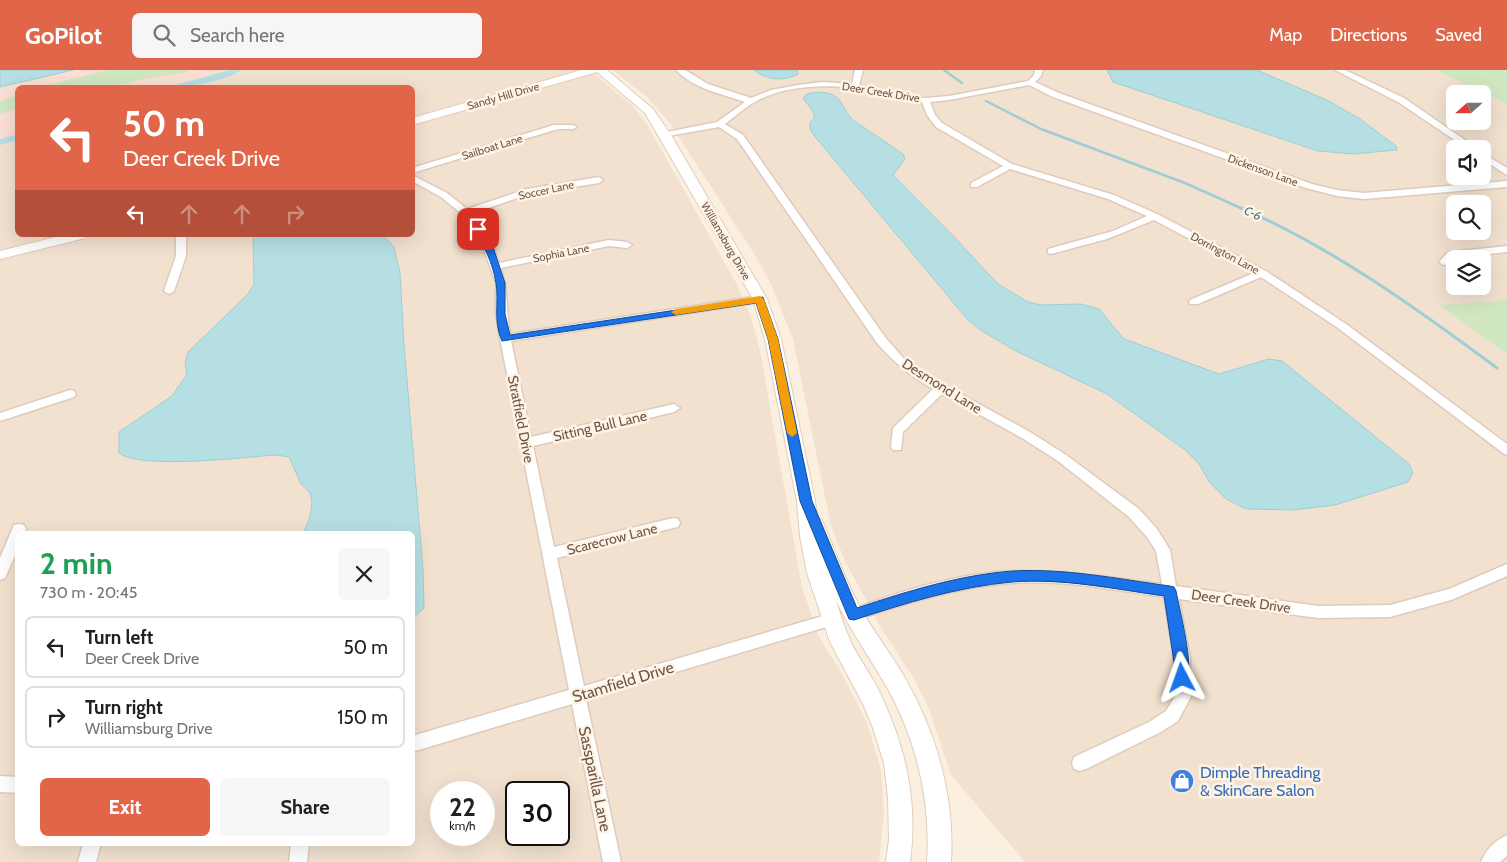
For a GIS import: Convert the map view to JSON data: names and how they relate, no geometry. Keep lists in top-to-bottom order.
{
  "streets": {
    "street": [
      "Deer Creek Drive",
      "Sandy Hill Drive",
      "Sailboat Lane",
      "Dickenson Lane",
      "Soccer Lane",
      "Williamsburg Drive",
      "Sophia Lane",
      "Dorrington Lane",
      "Desmond Lane",
      "Stratfield Drive",
      "Sitting Bull Lane",
      "Scarecrow Lane",
      "Stamfield Drive",
      "Sassparilla Lane"
    ]
  },
  "crossings": [
    ["Deer Creek Drive", "Dickenson Lane"],
    ["Deer Creek Drive", "Williamsburg Drive"],
    ["Deer Creek Drive", "Dorrington Lane"],
    ["Deer Creek Drive", "Desmond Lane"],
    ["Deer Creek Drive", "Stamfield Drive"],
    ["Soccer Lane", "Stratfield Drive"],
    ["Williamsburg Drive", "Stamfield Drive"],
    ["Sophia Lane", "Stratfield Drive"],
    ["Stratfield Drive", "Sitting Bull Lane"],
    ["Stratfield Drive", "Scarecrow Lane"],
    ["Stratfield Drive", "Stamfield Drive"],
    ["Stratfield Drive", "Sassparilla Lane"],
    ["Stamfield Drive", "Sassparilla Lane"]
  ],
  "water": ["C-6"],
  "places": {
    "shop": ["Dimple Threading & SkinCare Salon"]
  },
  "north": "left",
  "page": {
    "header": "GoPilot",
    "search": "Search here",
    "nav": ["Map", "Directions", "Saved"],
    "turn": ["50 m", "Deer Creek Drive"],
    "heading": ["2 min", "730 m · 20:45"],
    "list": [
      {
        "name": "Turn left",
        "note": "Deer Creek Drive",
        "value": "50 m"
      },
      {
        "name": "Turn right",
        "note": "Williamsburg Drive",
        "value": "150 m"
      }
    ],
    "buttons": ["Exit", "Share"],
    "speed": "22 km/h",
    "limit": "30"
  }
}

◆ What the task asks:
Everything in the records above should be printed again exactly, except the pictures.

◆ Answer space:
For a GIS import: Convert the map view to JSON data: names and how they relate, no geometry. Keep lists in top-to-bottom order.
{
  "streets": {
    "street": [
      "Deer Creek Drive",
      "Sandy Hill Drive",
      "Sailboat Lane",
      "Dickenson Lane",
      "Soccer Lane",
      "Williamsburg Drive",
      "Sophia Lane",
      "Dorrington Lane",
      "Desmond Lane",
      "Stratfield Drive",
      "Sitting Bull Lane",
      "Scarecrow Lane",
      "Stamfield Drive",
      "Sassparilla Lane"
    ]
  },
  "crossings": [
    ["Deer Creek Drive", "Dickenson Lane"],
    ["Deer Creek Drive", "Williamsburg Drive"],
    ["Deer Creek Drive", "Dorrington Lane"],
    ["Deer Creek Drive", "Desmond Lane"],
    ["Deer Creek Drive", "Stamfield Drive"],
    ["Soccer Lane", "Stratfield Drive"],
    ["Williamsburg Drive", "Stamfield Drive"],
    ["Sophia Lane", "Stratfield Drive"],
    ["Stratfield Drive", "Sitting Bull Lane"],
    ["Stratfield Drive", "Scarecrow Lane"],
    ["Stratfield Drive", "Stamfield Drive"],
    ["Stratfield Drive", "Sassparilla Lane"],
    ["Stamfield Drive", "Sassparilla Lane"]
  ],
  "water": ["C-6"],
  "places": {
    "shop": ["Dimple Threading & SkinCare Salon"]
  },
  "north": "left",
  "page": {
    "header": "GoPilot",
    "search": "Search here",
    "nav": ["Map", "Directions", "Saved"],
    "turn": ["50 m", "Deer Creek Drive"],
    "heading": ["2 min", "730 m · 20:45"],
    "list": [
      {
        "name": "Turn left",
        "note": "Deer Creek Drive",
        "value": "50 m"
      },
      {
        "name": "Turn right",
        "note": "Williamsburg Drive",
        "value": "150 m"
      }
    ],
    "buttons": ["Exit", "Share"],
    "speed": "22 km/h",
    "limit": "30"
  }
}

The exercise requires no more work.